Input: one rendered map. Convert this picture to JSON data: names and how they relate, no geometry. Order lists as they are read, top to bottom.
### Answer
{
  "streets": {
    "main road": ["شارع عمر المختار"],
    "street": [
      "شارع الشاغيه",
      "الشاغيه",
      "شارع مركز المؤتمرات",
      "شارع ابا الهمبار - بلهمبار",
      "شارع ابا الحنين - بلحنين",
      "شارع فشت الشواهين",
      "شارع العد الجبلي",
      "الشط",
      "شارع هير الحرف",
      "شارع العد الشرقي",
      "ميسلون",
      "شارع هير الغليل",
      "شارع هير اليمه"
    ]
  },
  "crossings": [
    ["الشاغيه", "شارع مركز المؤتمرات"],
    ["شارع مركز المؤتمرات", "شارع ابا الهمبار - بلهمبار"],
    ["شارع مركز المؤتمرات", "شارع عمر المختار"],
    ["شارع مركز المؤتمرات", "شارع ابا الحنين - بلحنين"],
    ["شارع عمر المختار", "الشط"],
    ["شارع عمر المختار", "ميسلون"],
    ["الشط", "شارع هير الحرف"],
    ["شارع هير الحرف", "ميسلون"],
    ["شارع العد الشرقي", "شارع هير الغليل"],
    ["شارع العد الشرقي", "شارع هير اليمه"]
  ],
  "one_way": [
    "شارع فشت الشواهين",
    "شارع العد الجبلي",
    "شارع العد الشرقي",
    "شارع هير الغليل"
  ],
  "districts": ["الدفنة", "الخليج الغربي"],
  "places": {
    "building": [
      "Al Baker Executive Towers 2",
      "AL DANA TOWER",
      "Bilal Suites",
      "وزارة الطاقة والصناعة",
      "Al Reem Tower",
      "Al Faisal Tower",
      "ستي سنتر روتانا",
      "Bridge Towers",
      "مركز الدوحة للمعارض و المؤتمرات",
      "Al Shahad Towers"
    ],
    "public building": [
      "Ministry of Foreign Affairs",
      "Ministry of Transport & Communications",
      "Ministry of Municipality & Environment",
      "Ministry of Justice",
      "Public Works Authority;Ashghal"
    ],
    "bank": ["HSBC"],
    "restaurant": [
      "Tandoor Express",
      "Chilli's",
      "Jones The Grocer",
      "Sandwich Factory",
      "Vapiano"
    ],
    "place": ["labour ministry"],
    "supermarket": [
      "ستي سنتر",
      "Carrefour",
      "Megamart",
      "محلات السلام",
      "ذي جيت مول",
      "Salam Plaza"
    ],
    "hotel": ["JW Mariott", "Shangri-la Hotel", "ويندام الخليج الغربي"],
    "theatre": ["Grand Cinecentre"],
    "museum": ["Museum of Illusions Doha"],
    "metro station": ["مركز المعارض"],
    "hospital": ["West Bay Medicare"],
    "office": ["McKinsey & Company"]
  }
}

* _Work order_
Transcribe the records above exactly as they appear.

* _Solution to this task_
Input: one rendered map. Convert this picture to JSON data: names and how they relate, no geometry. Order lists as they are read, top to bottom.
### Answer
{
  "streets": {
    "main road": ["شارع عمر المختار"],
    "street": [
      "شارع الشاغيه",
      "الشاغيه",
      "شارع مركز المؤتمرات",
      "شارع ابا الهمبار - بلهمبار",
      "شارع ابا الحنين - بلحنين",
      "شارع فشت الشواهين",
      "شارع العد الجبلي",
      "الشط",
      "شارع هير الحرف",
      "شارع العد الشرقي",
      "ميسلون",
      "شارع هير الغليل",
      "شارع هير اليمه"
    ]
  },
  "crossings": [
    ["الشاغيه", "شارع مركز المؤتمرات"],
    ["شارع مركز المؤتمرات", "شارع ابا الهمبار - بلهمبار"],
    ["شارع مركز المؤتمرات", "شارع عمر المختار"],
    ["شارع مركز المؤتمرات", "شارع ابا الحنين - بلحنين"],
    ["شارع عمر المختار", "الشط"],
    ["شارع عمر المختار", "ميسلون"],
    ["الشط", "شارع هير الحرف"],
    ["شارع هير الحرف", "ميسلون"],
    ["شارع العد الشرقي", "شارع هير الغليل"],
    ["شارع العد الشرقي", "شارع هير اليمه"]
  ],
  "one_way": [
    "شارع فشت الشواهين",
    "شارع العد الجبلي",
    "شارع العد الشرقي",
    "شارع هير الغليل"
  ],
  "districts": ["الدفنة", "الخليج الغربي"],
  "places": {
    "building": [
      "Al Baker Executive Towers 2",
      "AL DANA TOWER",
      "Bilal Suites",
      "وزارة الطاقة والصناعة",
      "Al Reem Tower",
      "Al Faisal Tower",
      "ستي سنتر روتانا",
      "Bridge Towers",
      "مركز الدوحة للمعارض و المؤتمرات",
      "Al Shahad Towers"
    ],
    "public building": [
      "Ministry of Foreign Affairs",
      "Ministry of Transport & Communications",
      "Ministry of Municipality & Environment",
      "Ministry of Justice",
      "Public Works Authority;Ashghal"
    ],
    "bank": ["HSBC"],
    "restaurant": [
      "Tandoor Express",
      "Chilli's",
      "Jones The Grocer",
      "Sandwich Factory",
      "Vapiano"
    ],
    "place": ["labour ministry"],
    "supermarket": [
      "ستي سنتر",
      "Carrefour",
      "Megamart",
      "محلات السلام",
      "ذي جيت مول",
      "Salam Plaza"
    ],
    "hotel": ["JW Mariott", "Shangri-la Hotel", "ويندام الخليج الغربي"],
    "theatre": ["Grand Cinecentre"],
    "museum": ["Museum of Illusions Doha"],
    "metro station": ["مركز المعارض"],
    "hospital": ["West Bay Medicare"],
    "office": ["McKinsey & Company"]
  }
}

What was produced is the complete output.